Wednesday, June 10, 2009

flashback

One more year slides past as I sit in the still of the night, a time when ideas, impressions, memories and dreams from unknown sources come visiting. I am saddened to read that over 40,000 civilians of Indian origin have been killed in Ceylon.
This time when I visited Ceylon, I sensed the feeling of repression and the underlying cruelty of the civil war/strife that has ravaged this isle. My earlier resentment with my dad for bringing us back to India slowly receded like waves when the comprehension of the grim situation set in my mind. I still recall the early 60’s when ethnic violence first broke out in Colombo, how amidst the violence and death threats, Dad took a different route to work each day, he was worried that the scars of the ear piercing would give him away as an Indian.
In my early years when I visited India on our annual sabbaticals, I suddenly discovered a horde of uncles, aunts and cousins and the emotional experience
overwhelmed, my homesickness for Ceylon. My nascent relationship with the emerald isle was finally broken when we re-located to India, now it’s a place that I can visit but never domicile. Back in India my adolescent years were spent with Mom and her relatives and despite the cultural differences, I began to imbibe the plurality and Sanskritic culture of the rural towns. Growing up and surrounded by people with strong religious beliefs I just like my absentee father, was irreligious, though conforming to the cultural Hindu mould.

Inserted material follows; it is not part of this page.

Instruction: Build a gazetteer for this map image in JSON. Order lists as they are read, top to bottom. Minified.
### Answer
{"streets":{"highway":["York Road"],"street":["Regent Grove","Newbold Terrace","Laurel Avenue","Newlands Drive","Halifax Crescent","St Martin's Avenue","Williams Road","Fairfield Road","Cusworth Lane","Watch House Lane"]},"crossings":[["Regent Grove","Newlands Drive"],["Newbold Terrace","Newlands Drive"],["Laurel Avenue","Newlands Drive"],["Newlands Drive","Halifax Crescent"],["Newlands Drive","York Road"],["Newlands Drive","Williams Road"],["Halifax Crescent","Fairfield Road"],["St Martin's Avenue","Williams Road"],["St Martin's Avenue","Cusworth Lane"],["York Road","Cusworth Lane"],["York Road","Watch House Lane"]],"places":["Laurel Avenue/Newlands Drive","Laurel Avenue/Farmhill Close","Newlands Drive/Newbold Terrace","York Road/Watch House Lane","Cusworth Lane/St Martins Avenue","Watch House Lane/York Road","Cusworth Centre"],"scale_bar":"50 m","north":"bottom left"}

In many ways I was told that I resembled my father, I had his mannerisms, aristocratic nose, cavalier attitude and in later years inherited his smokers cough.

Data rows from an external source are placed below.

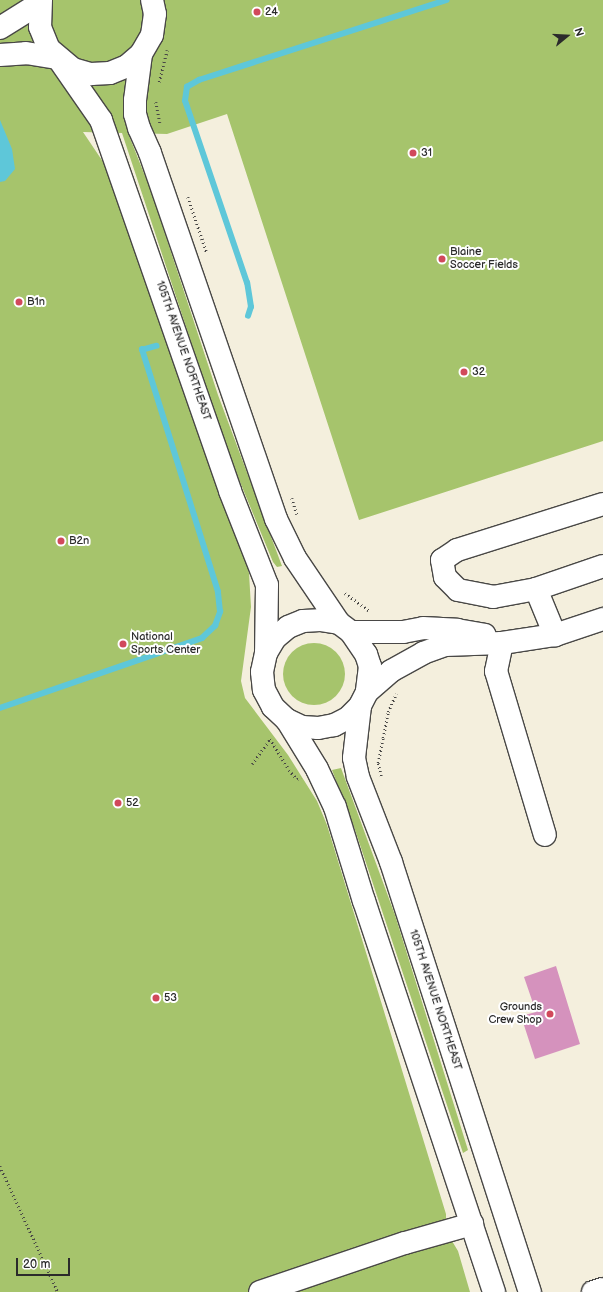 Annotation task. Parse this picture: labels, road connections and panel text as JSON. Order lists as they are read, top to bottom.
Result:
{
  "streets": {
    "street": ["105TH AVENUE NORTHEAST"]
  },
  "places": [
    "24",
    "31",
    "Blaine Soccer Fields",
    "B1n",
    "32",
    "B2n",
    "National Sports Center",
    "52",
    "53",
    "Grounds Crew Shop"
  ],
  "scale_bar": "20 m",
  "north": "right"
}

During my formative years the security of moms family masked my fathers absence, and thus the real lessons of life were learnt, not with my dad at my side encouraging me or commiserating my failures, but by walking alone and discovering my strengths, skills and abilities on my own. I learnt not only to survive this cruel world, but also to succeed in some good measure. While mom and others who knew that everything in my life was uncertain thought my success, was an accident and not design!

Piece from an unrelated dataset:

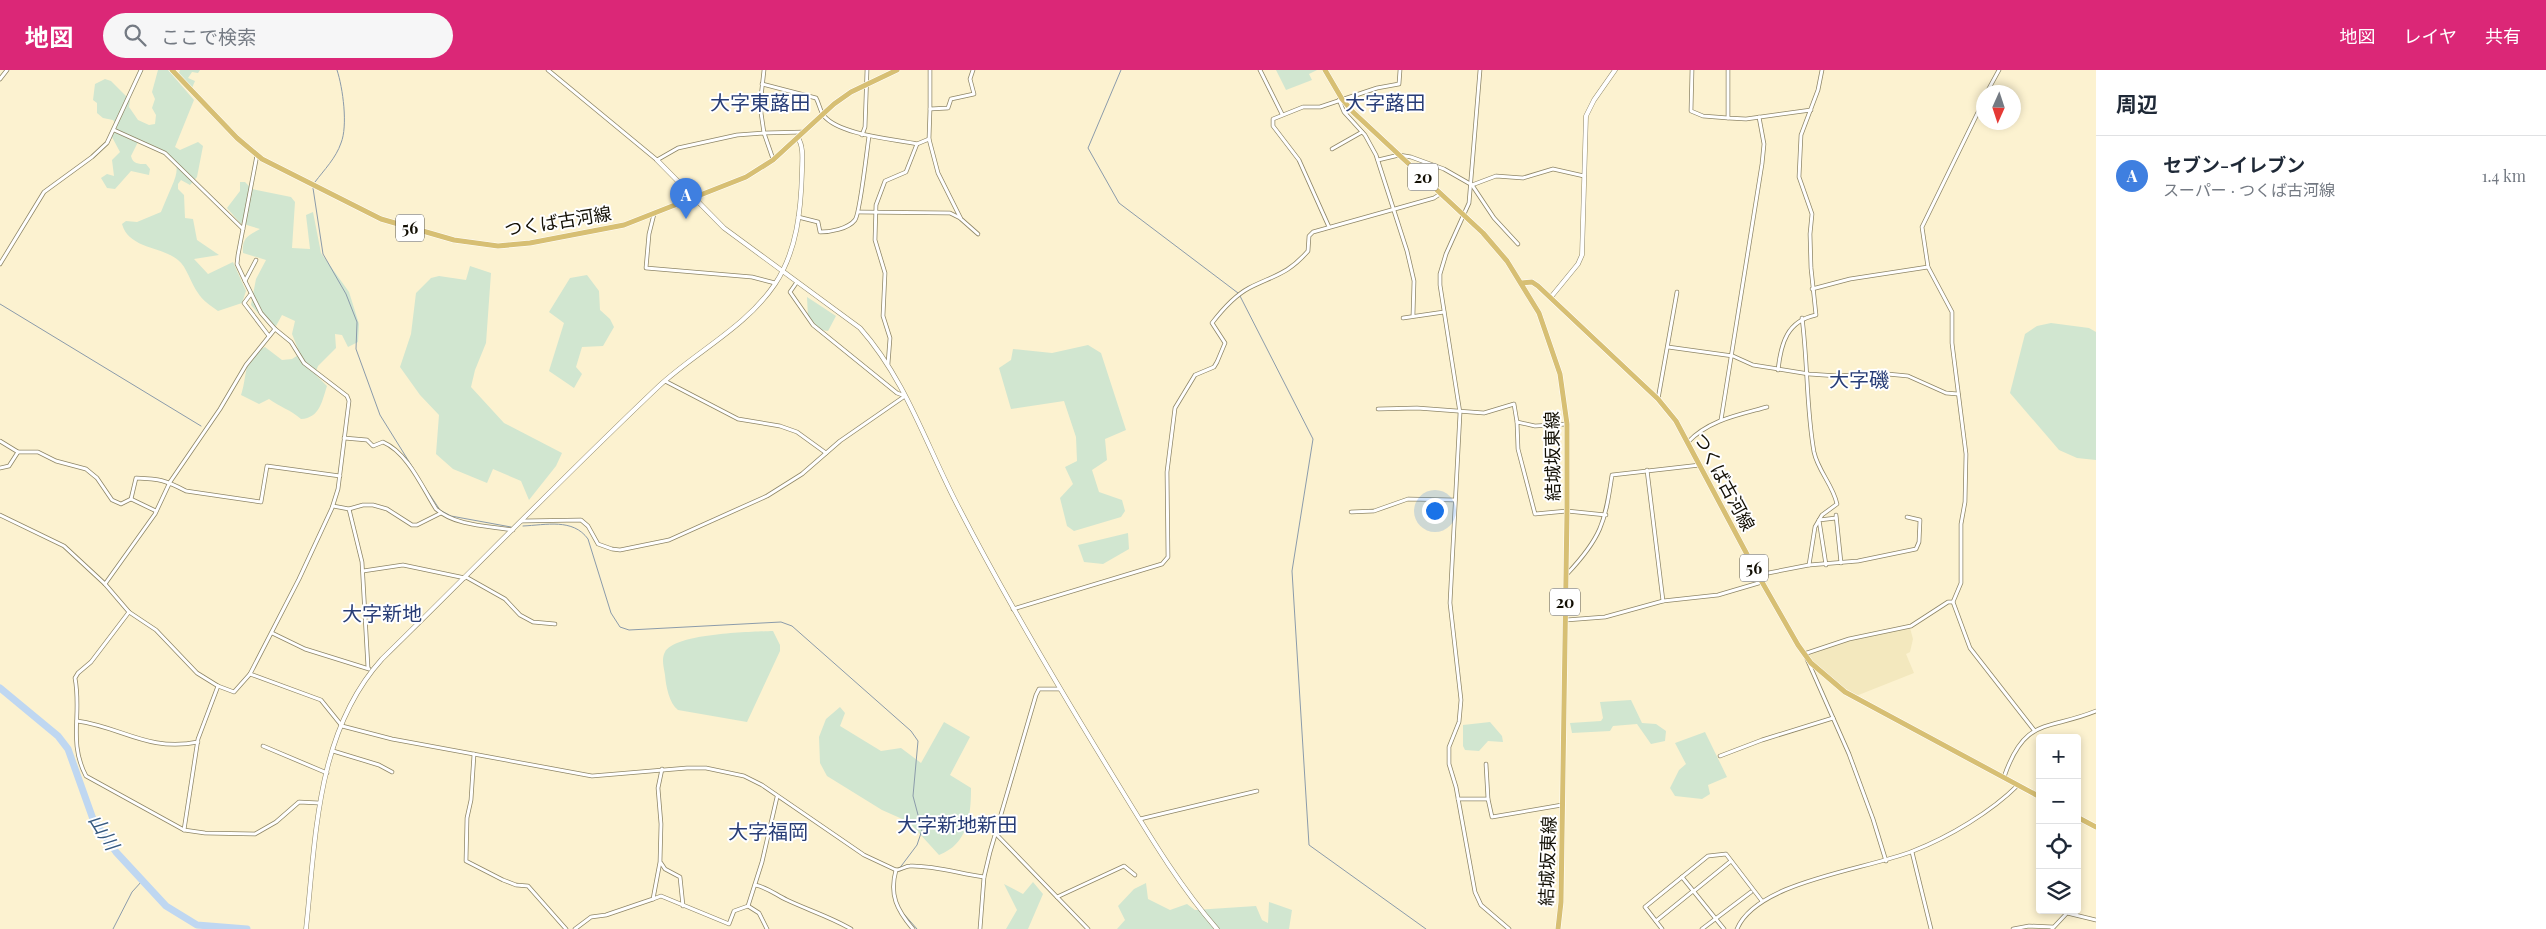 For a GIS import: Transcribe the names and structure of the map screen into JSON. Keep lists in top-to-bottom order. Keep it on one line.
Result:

When you live closely with pain, grief and moments of joy, you get a valuable insight into life, living and the world around you. I also learnt not to keep scores (emotional accounts/kadamas) and not bother about recognition or reward, but quietly follow my heart. Initially I too thought I was lucky, but now I get the sinking feeling that all along Dad knew that I would fashion my life the way I wanted it to be.

None of will live forever, so let us enjoy the journey, who cares if we have arrived or not, the destination is not important.